McIntosh. “It doesn’t perform miracles, but it does help you regain
control and avoid obstacles.”
Expert tip: “ESC will be mandatory starting with the 2012 model year,” she says. Transport Canada will require all passenger cars, multi-purpose vehicles, trucks and some buses that
are manufactured on or after September 1, 2011 to have an ESC system.
Active head restraints. To help reduce the risk of whiplash,
more and more cars are coming out with this feature for front-seat passengers.
After a rear-end collision, active head restraints sense that your body
is pushed forward and, before it snaps back, automatically close the gap
between your head and the headrest to reduce the force on your head, neck
Size and weight. “Generally, heavier cars will
provide a more protective field around you; however, smaller cars are
more maneuverable,” says Ms. McIntosh. “If you’re buying a larger,
heavier car only because it offers more protection, also consider
upgrading your driving skills.”
Make the most of safety ratings
“In Canada, we rely on two U.S. organizations to provide safety
ratings: the Insurance Institute for Highway Safety (IIHS) and the
National Highway Traffic Safety Administration (NHTSA),” explains our
expert. “Keep in mind that these ratings will not tell you how well a
vehicle will hold up in a crash; however, they will tell you how well
the vehicle will protect you in a crash.”
In some cases, the same model will receive two different ratings from
these organizations, so check them both and see the ranking of each
vehicle on your list.
Do your part for safety
“Manufacturers have done their part to provide safer vehicles, but
you have to do your part as well,” says Ms. McIntosh. “And that means
you must maintain your car, drive safely and wear your seatbelt.”
Here are her top tips that have nothing
to do with your car, and everything to do with you:
- Follow your owner’s manual. The advice the
manufacturer gives about your car will not only keep it on the road, it
will help keep you safe while you're on it.
- Check your tires. “These are the single most
important safety features of your car,” she explains. “Always buy the
best tires you can afford, including winter-specific ones, check the
tire pressure every month and ensure the tread hasn’t worn off.”
- Listen to your brakes. “While driving, turn off
your stereo, open your windows and listen to your car,” she advises.

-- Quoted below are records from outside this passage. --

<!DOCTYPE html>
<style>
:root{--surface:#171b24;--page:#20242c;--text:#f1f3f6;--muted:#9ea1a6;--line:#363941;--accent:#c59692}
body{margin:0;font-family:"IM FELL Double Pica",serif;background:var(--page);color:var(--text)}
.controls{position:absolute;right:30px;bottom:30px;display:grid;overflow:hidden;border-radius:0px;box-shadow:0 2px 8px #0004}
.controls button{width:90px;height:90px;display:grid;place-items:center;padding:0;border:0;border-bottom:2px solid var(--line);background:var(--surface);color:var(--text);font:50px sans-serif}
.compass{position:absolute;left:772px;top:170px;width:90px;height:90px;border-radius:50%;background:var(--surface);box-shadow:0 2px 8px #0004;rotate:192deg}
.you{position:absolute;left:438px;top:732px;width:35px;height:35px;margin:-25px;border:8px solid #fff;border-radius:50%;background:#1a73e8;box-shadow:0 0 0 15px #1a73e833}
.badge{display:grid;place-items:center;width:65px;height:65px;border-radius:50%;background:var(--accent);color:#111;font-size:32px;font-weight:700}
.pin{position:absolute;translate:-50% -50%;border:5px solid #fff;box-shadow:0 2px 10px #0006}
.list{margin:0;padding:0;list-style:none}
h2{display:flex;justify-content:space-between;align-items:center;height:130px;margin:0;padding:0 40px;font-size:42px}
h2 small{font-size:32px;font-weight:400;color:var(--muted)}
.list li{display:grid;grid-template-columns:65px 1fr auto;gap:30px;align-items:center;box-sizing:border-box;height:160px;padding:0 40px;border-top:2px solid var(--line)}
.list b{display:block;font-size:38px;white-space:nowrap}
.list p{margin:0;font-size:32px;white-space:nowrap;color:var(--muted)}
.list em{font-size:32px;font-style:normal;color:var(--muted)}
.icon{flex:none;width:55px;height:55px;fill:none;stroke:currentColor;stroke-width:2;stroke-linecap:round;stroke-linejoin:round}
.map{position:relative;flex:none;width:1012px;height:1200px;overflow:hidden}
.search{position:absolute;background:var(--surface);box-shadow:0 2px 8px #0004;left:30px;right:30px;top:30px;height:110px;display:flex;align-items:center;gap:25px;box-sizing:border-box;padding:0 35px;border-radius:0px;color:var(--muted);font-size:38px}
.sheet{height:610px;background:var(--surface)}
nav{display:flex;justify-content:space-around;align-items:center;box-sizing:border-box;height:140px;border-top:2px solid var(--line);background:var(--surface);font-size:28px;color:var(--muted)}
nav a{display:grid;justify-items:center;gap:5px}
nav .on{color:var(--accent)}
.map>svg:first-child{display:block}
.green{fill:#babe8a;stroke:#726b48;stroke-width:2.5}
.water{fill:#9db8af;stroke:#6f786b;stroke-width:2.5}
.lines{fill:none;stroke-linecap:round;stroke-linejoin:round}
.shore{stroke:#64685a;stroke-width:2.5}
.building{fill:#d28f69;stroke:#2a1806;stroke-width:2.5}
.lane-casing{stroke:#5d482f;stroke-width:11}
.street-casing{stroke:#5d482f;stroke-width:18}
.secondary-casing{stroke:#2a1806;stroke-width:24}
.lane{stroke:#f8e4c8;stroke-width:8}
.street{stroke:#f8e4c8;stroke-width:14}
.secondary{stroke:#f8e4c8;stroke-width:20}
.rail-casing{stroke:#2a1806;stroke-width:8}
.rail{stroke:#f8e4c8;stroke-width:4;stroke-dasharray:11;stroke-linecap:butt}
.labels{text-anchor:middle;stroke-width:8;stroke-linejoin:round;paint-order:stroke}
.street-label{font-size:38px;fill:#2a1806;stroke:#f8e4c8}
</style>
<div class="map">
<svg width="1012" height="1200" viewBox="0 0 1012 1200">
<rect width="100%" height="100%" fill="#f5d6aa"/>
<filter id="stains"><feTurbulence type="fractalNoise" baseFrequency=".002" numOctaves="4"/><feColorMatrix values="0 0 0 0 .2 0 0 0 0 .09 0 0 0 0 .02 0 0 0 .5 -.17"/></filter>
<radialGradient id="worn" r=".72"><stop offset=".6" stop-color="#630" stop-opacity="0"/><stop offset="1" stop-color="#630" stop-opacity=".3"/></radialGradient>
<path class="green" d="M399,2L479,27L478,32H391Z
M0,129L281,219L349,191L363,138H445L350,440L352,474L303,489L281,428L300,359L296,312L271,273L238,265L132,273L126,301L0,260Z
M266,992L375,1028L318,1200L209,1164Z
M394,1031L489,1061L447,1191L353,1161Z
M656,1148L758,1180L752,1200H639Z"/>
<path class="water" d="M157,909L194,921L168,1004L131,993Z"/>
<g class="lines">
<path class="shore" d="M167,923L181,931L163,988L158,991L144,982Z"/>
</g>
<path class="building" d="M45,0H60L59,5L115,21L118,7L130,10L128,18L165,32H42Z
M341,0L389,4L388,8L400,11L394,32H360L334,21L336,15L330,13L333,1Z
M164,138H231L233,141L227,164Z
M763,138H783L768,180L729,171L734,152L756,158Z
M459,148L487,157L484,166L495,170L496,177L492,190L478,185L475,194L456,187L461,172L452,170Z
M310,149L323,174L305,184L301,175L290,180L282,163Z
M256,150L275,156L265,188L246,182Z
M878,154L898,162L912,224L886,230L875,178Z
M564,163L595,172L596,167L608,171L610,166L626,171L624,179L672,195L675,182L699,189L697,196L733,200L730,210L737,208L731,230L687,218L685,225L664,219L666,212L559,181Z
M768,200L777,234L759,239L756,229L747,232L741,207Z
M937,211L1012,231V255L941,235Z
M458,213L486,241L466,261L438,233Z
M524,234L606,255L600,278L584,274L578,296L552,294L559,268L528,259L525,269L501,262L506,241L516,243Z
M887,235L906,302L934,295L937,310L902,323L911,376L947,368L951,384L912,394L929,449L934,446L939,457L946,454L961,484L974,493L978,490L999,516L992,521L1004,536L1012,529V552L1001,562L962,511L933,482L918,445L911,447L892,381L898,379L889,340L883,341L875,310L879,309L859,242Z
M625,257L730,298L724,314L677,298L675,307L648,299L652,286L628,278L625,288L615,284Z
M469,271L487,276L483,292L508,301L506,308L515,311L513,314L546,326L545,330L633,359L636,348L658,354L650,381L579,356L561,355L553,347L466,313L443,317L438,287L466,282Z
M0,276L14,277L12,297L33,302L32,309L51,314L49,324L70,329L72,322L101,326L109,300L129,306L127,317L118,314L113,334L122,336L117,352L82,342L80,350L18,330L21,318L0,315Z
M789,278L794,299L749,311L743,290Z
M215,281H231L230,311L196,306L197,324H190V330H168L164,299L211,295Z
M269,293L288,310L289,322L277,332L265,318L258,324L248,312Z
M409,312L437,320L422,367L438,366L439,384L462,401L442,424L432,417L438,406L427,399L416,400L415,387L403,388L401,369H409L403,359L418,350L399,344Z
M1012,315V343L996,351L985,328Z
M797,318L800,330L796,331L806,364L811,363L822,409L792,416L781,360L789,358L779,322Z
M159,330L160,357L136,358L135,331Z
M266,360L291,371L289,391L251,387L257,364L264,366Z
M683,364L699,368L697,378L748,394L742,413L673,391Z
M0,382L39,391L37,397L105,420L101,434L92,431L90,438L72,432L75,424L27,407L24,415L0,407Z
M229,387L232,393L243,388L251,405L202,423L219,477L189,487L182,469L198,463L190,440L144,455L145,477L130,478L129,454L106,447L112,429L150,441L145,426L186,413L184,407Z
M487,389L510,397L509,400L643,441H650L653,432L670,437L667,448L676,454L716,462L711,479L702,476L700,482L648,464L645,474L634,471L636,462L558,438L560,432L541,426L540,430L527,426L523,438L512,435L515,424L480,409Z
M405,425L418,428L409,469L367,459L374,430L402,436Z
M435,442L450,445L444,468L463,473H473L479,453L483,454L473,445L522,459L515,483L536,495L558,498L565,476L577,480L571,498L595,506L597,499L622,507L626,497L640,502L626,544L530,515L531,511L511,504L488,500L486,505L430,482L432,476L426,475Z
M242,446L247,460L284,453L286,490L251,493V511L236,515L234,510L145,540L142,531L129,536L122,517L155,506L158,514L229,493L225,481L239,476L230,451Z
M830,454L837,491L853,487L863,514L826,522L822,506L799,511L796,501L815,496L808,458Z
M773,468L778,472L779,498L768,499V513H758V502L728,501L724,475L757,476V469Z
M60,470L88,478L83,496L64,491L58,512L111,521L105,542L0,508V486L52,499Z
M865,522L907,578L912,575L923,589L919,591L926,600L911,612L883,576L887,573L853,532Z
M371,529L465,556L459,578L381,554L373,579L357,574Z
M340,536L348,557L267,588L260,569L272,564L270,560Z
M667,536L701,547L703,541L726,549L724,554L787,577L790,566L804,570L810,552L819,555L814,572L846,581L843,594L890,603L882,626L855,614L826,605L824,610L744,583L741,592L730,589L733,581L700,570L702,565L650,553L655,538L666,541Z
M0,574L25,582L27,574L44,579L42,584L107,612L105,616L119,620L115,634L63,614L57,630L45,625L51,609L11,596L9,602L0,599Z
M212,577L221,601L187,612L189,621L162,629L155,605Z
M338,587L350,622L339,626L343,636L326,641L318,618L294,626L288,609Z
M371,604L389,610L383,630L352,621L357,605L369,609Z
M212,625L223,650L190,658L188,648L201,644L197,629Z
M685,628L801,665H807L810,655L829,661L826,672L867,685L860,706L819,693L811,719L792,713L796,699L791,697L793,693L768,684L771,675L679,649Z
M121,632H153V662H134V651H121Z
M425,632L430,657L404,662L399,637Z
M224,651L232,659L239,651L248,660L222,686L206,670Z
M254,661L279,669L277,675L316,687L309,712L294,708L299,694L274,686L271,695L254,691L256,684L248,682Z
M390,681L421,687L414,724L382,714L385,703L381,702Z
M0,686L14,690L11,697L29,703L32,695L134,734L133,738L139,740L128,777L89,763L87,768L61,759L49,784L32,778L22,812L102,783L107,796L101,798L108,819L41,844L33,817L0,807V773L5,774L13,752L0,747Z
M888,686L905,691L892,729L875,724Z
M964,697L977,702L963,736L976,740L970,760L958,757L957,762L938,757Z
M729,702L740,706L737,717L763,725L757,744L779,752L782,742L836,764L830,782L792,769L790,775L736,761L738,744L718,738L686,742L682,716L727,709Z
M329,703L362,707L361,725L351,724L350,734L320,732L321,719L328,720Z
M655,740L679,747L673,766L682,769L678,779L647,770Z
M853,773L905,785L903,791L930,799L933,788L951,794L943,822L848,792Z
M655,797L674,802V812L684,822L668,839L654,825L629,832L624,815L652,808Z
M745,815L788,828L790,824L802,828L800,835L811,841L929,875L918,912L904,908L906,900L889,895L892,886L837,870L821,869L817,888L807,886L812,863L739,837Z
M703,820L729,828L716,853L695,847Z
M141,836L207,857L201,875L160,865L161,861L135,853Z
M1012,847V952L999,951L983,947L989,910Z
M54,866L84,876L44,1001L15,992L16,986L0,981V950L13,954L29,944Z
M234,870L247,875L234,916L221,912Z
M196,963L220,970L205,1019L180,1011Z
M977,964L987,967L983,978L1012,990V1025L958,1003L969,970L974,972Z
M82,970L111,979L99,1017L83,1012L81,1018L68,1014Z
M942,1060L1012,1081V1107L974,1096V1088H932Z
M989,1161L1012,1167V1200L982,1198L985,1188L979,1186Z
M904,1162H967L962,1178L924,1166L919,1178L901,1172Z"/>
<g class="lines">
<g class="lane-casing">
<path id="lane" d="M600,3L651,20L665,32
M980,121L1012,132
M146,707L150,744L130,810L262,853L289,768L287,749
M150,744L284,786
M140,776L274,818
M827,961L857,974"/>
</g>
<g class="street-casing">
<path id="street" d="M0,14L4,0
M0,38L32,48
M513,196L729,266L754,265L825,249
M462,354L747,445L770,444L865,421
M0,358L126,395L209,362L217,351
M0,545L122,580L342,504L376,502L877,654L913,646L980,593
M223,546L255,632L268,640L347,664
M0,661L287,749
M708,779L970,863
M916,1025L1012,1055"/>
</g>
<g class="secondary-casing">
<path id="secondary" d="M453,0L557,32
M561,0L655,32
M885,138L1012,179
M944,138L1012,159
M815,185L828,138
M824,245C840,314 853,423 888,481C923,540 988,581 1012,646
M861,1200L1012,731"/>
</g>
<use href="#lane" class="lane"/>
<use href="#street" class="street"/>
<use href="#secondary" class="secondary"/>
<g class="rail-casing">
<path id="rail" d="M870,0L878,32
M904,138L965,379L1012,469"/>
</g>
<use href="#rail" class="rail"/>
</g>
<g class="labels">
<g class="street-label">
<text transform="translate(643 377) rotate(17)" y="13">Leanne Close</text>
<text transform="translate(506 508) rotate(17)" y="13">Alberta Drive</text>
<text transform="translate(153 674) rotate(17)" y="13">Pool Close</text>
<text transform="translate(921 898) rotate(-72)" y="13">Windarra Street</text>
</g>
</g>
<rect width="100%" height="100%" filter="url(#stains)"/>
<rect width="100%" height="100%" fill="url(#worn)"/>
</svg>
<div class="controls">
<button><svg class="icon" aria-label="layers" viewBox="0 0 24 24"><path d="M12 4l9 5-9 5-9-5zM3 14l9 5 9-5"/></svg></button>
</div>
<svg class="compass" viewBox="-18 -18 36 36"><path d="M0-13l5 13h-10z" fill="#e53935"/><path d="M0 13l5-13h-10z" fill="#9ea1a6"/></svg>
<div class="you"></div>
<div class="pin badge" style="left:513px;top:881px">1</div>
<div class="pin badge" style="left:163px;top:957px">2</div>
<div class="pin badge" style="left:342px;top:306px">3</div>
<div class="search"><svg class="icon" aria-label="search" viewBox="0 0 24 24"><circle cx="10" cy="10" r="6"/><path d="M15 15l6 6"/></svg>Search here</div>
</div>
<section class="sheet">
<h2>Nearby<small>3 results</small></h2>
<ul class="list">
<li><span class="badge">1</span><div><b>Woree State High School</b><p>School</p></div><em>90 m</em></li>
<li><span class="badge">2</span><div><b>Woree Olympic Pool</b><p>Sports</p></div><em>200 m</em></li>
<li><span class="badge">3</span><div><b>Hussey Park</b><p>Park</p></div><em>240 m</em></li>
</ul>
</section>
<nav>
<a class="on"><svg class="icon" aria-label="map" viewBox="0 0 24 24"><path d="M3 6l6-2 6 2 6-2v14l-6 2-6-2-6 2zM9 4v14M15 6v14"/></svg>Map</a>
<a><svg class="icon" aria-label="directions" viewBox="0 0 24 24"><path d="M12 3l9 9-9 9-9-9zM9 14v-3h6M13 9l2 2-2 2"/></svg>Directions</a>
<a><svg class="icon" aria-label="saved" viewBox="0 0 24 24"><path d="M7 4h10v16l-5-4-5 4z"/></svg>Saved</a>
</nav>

“If you hear any squeaking or grinding, or if your brake pedal feels
different, take your car in and have your brakes checked. Brake pads are
usually the first things to wear out and they are relatively
inexpensive to replace.”
- Follow recall advice. “If you do hear about a
recall, think of it as a proactive piece of advice about a potential
problem. So follow the manufacturer’s instructions, get it checked and
have it repaired,” she says. “A recall doesn’t necessarily mean the car
is no longer road-worthy.”
- Get advanced training. “When we’re taught how
to drive, we’re actually learning how to pass the driving test and not
how to drive in the real world,” says Ms. McIntosh. “Check your local
driving schools to see if an advanced course or a course for adult
drivers is available. You’ll gain confidence and safety skills.”